*** EXERCISE DATA ***

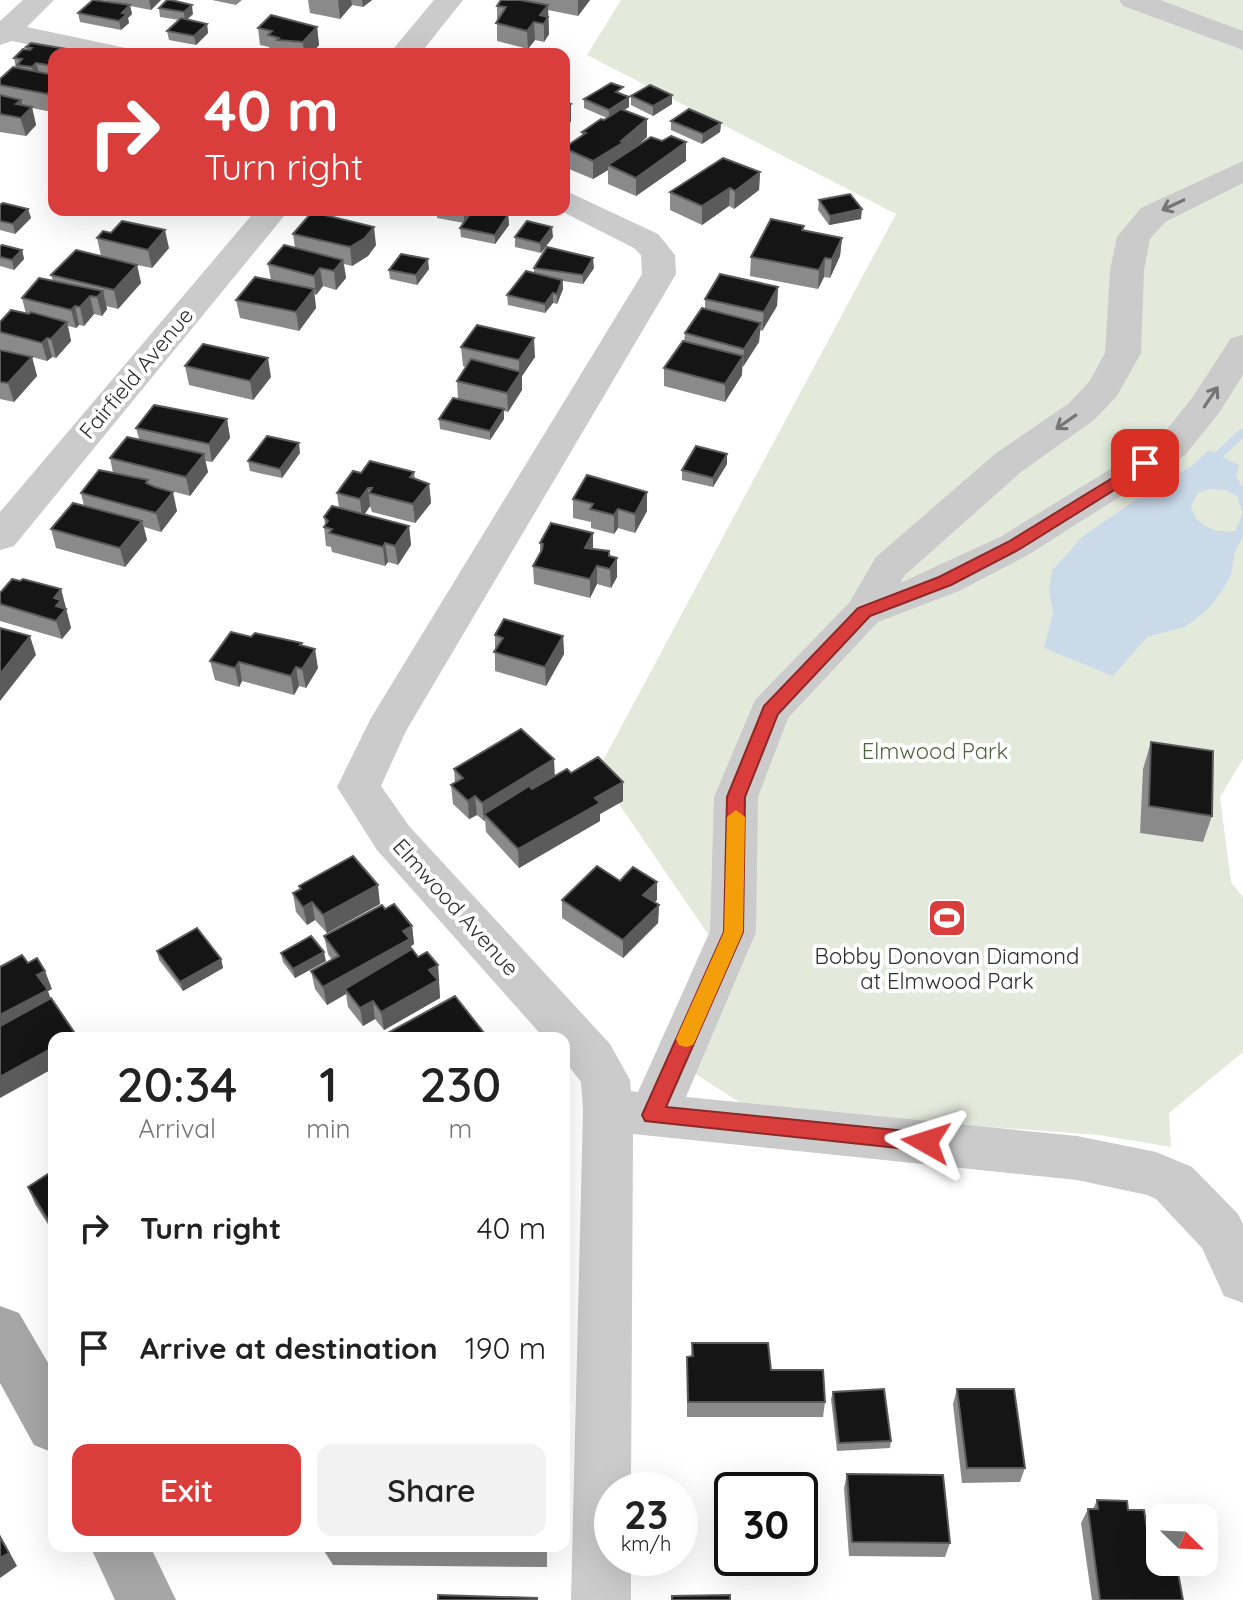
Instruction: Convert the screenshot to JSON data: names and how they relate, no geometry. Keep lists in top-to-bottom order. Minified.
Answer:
{"streets":{"street":["Fairfield Avenue","Elmwood Avenue"]},"parks":["Elmwood Park"],"places":{"sports":["Bobby Donovan Diamond at Elmwood Park"]},"north":"bottom right","page":{"turn":["40 m","Turn right"],"eta":["20:34","Arrival","1","min","230","m"],"list":[{"name":"Turn right","value":"40 m"},{"name":"Arrive at destination","value":"190 m"}],"buttons":["Exit","Share"],"speed":"23 km/h","limit":"30"}}
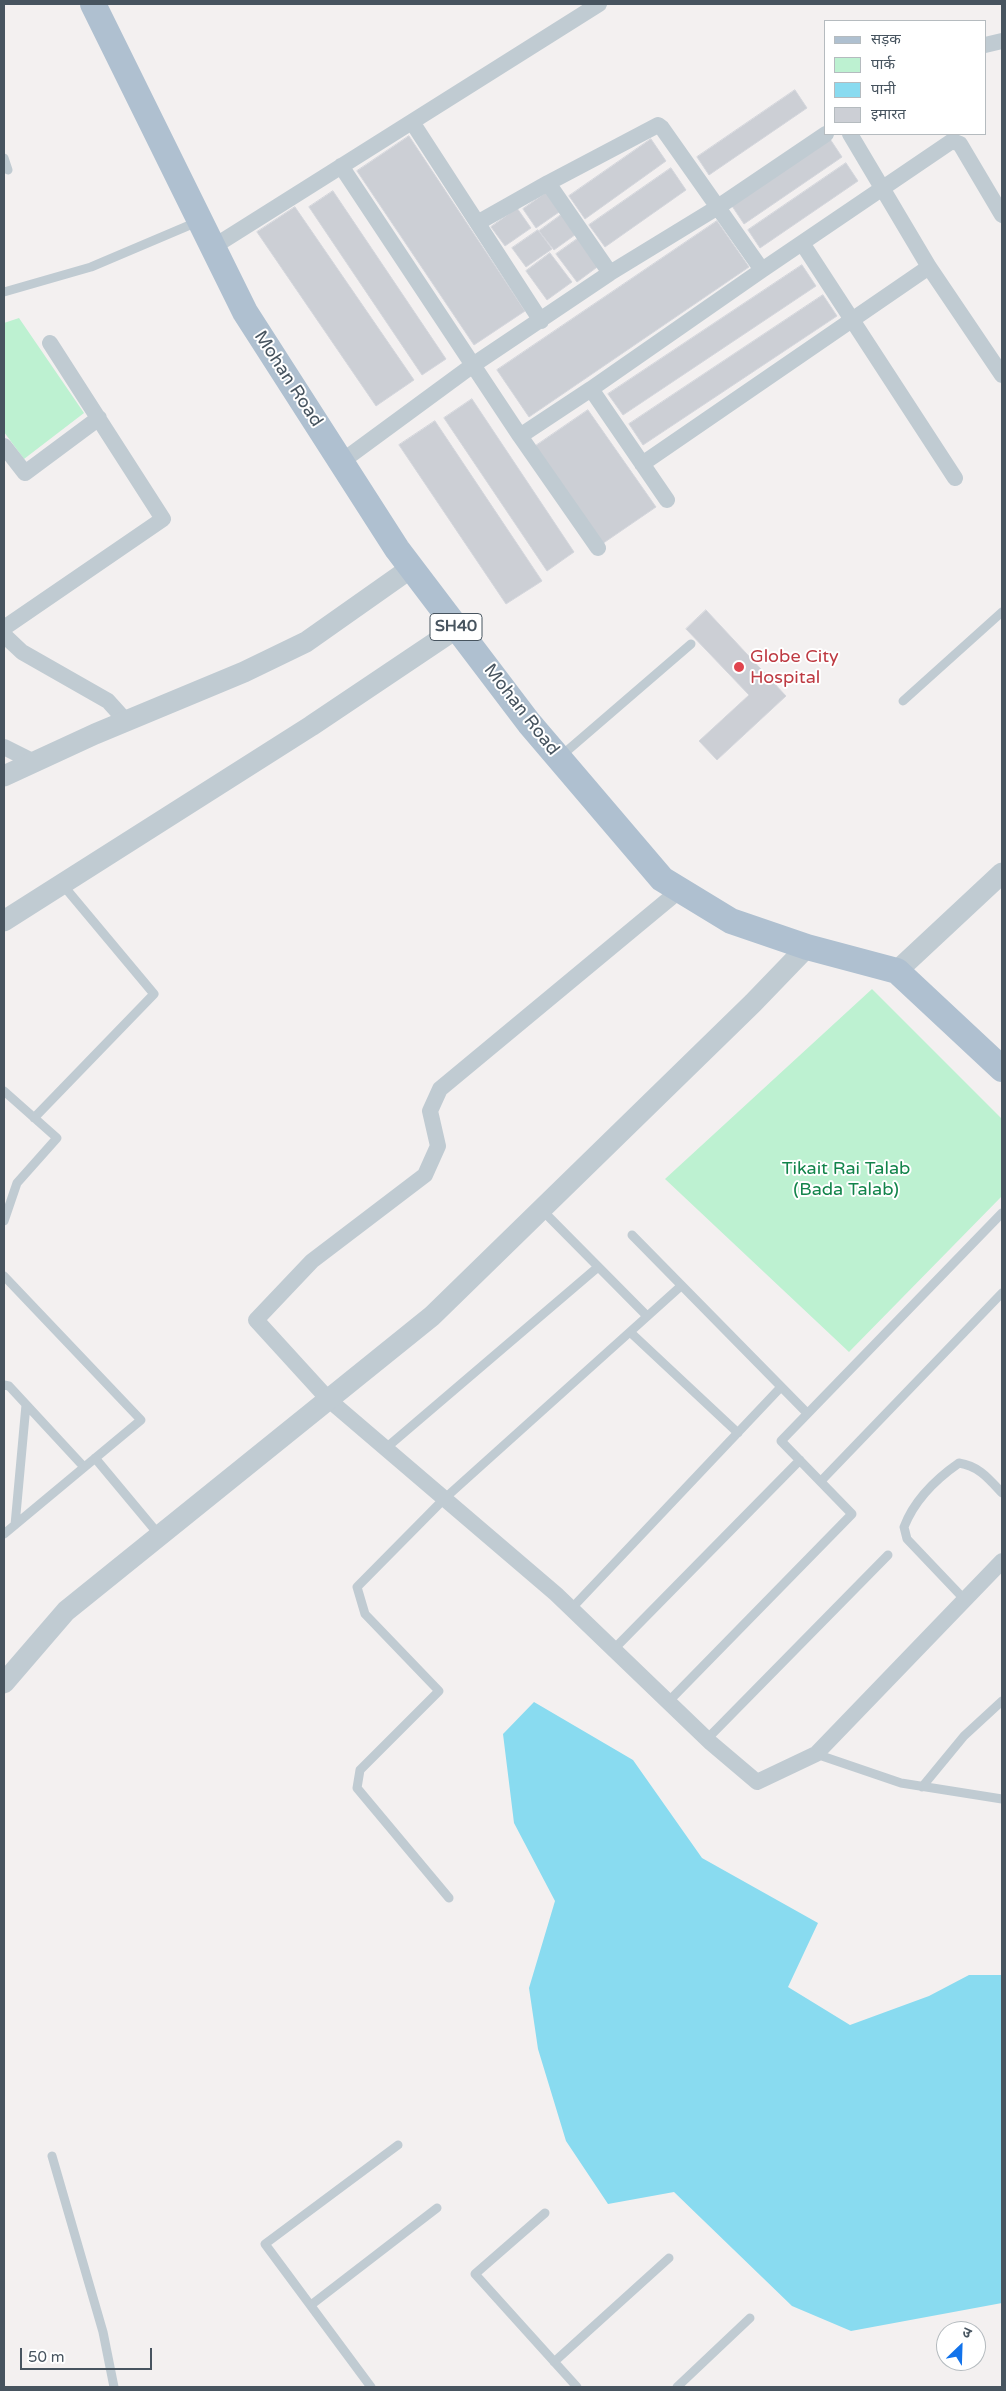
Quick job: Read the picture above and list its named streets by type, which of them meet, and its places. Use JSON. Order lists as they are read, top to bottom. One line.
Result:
{"streets":{"main road":["Mohan Road","SH40"]},"parks":["Tikait Rai Talab (Bada Talab)"],"places":["Globe City Hospital"],"legend":["सड़क","पार्क","पानी","इमारत"],"scale_bar":"50 m","north":"top right"}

***

Print every record exactly, without the pictures.

Instruction: Convert the screenshot to JSON data: names and how they relate, no geometry. Keep lists in top-to-bottom order. Minified.
Answer:
{"streets":{"street":["Fairfield Avenue","Elmwood Avenue"]},"parks":["Elmwood Park"],"places":{"sports":["Bobby Donovan Diamond at Elmwood Park"]},"north":"bottom right","page":{"turn":["40 m","Turn right"],"eta":["20:34","Arrival","1","min","230","m"],"list":[{"name":"Turn right","value":"40 m"},{"name":"Arrive at destination","value":"190 m"}],"buttons":["Exit","Share"],"speed":"23 km/h","limit":"30"}}
Quick job: Read the picture above and list its named streets by type, which of them meet, and its places. Use JSON. Order lists as they are read, top to bottom. One line.
Result:
{"streets":{"main road":["Mohan Road","SH40"]},"parks":["Tikait Rai Talab (Bada Talab)"],"places":["Globe City Hospital"],"legend":["सड़क","पार्क","पानी","इमारत"],"scale_bar":"50 m","north":"top right"}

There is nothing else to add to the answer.